Questions about fiscal responsibility

By Philip Olson

Two years ago, the City Council requested that the City Finance Committee perform a study comparing Saratoga's employee compensation to other Bay Area cities' compensation and to comparable private-sector positions.

The study concluded that Saratoga's salaries were significantly higher than comparable private-sector positions and that Saratoga's management-level salaries were higher (as a percentage of their total budget) than the other 13 Bay Area cities included in the study. The third finding was that Saratoga's benefit package was "as generous as a typical large corporation."

The report recommended that a compensation consultant perform a total review of Saratoga's compensation program.

Apparently, the City Finance Committee's conclusions and recommendations were unpopular, so another study was approved and performed; the results of the second study were less dramatic. The second study was also ignored.

As a result of the City Council's actions regarding the staff report, two members of the finance committee resigned.

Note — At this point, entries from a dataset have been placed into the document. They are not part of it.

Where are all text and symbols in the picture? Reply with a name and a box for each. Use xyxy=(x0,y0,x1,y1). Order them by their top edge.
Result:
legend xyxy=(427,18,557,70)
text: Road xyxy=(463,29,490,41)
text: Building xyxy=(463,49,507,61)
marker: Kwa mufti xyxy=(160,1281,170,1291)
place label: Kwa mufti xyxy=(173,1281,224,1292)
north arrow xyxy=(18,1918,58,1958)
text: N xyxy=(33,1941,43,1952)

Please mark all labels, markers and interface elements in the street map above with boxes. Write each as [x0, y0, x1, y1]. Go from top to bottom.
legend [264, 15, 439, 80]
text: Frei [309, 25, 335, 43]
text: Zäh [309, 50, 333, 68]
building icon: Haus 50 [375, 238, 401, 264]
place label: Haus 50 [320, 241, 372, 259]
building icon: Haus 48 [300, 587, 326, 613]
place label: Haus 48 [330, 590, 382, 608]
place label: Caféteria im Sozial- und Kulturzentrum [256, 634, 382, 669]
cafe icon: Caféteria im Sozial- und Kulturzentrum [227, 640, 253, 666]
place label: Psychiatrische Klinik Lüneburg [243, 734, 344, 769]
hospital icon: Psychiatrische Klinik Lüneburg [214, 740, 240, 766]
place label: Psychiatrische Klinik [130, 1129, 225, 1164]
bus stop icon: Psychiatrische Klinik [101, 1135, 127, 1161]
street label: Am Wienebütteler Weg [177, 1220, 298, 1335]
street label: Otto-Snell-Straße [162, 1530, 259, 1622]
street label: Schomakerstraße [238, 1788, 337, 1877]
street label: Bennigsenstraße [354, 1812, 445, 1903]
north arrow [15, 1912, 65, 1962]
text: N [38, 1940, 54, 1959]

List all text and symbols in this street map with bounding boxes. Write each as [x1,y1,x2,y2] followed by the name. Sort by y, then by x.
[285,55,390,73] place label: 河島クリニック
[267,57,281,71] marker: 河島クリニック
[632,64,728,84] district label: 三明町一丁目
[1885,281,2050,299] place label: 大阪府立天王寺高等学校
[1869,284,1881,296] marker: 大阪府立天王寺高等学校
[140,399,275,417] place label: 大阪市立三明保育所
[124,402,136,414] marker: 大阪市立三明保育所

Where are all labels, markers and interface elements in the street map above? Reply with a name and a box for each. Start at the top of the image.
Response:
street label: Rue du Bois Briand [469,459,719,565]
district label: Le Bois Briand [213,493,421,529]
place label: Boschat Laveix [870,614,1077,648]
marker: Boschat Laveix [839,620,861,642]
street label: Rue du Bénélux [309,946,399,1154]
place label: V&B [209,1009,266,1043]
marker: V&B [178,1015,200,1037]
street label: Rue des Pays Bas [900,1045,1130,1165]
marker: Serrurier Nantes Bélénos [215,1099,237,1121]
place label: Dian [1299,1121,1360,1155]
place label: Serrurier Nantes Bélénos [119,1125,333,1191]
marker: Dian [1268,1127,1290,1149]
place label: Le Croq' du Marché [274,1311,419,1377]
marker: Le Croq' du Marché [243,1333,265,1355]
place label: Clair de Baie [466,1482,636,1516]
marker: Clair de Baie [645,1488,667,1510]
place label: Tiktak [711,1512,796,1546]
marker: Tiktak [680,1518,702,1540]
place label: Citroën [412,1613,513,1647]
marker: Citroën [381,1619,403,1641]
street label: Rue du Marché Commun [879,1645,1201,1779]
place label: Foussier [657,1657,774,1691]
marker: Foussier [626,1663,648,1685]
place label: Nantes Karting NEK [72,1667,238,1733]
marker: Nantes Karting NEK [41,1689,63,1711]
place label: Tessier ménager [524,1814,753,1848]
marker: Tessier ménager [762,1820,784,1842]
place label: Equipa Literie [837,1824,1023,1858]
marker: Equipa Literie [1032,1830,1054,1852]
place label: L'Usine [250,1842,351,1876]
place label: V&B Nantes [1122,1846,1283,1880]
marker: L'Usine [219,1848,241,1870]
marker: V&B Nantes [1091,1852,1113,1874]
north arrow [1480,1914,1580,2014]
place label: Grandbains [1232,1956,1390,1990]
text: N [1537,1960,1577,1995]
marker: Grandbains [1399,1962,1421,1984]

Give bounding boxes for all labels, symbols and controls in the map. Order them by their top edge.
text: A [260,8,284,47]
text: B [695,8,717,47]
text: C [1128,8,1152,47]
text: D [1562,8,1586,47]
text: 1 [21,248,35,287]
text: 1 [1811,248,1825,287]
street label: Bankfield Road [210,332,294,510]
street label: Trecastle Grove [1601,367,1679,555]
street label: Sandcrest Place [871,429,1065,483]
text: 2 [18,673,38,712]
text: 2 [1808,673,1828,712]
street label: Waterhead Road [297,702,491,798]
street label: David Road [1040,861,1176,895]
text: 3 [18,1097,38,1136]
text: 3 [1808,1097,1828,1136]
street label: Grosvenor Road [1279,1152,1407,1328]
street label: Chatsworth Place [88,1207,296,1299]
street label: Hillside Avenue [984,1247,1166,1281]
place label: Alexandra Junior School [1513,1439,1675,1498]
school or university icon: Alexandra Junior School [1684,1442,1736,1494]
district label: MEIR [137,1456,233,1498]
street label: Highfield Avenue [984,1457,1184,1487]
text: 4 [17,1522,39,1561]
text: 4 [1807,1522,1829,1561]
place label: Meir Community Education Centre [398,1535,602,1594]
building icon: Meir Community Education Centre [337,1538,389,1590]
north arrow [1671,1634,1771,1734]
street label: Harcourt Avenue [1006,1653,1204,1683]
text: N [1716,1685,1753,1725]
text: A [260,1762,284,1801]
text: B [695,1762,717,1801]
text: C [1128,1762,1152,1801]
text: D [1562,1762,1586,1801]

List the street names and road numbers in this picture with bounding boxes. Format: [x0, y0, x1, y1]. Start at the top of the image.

The current City Council treated the committee's study the same way it treated the original Saratoga Tree Committee and its findings!

Based on the above information, I have several questions:

* How can Saratoga justify paying our city staff so well if, as our council states, we're financially strapped?

* Why were no actions taken?

* Why were the studies performed if the council wasn't going to act on the recommendations?

* Why were both studies "buried?"

* How can our councilmembers claim to be fiscally responsible?

I recommend that Saratoga's voters read the details of these studies and all other financial reports before they vote for City Council members on Nov. 5. It will be apparent that there are several examples of our City Council's fiscal irresponsibility.

Phillip Olsen lives on Saratoga Glen Place.

This article appeared in the Saratoga News, October 9, 1996.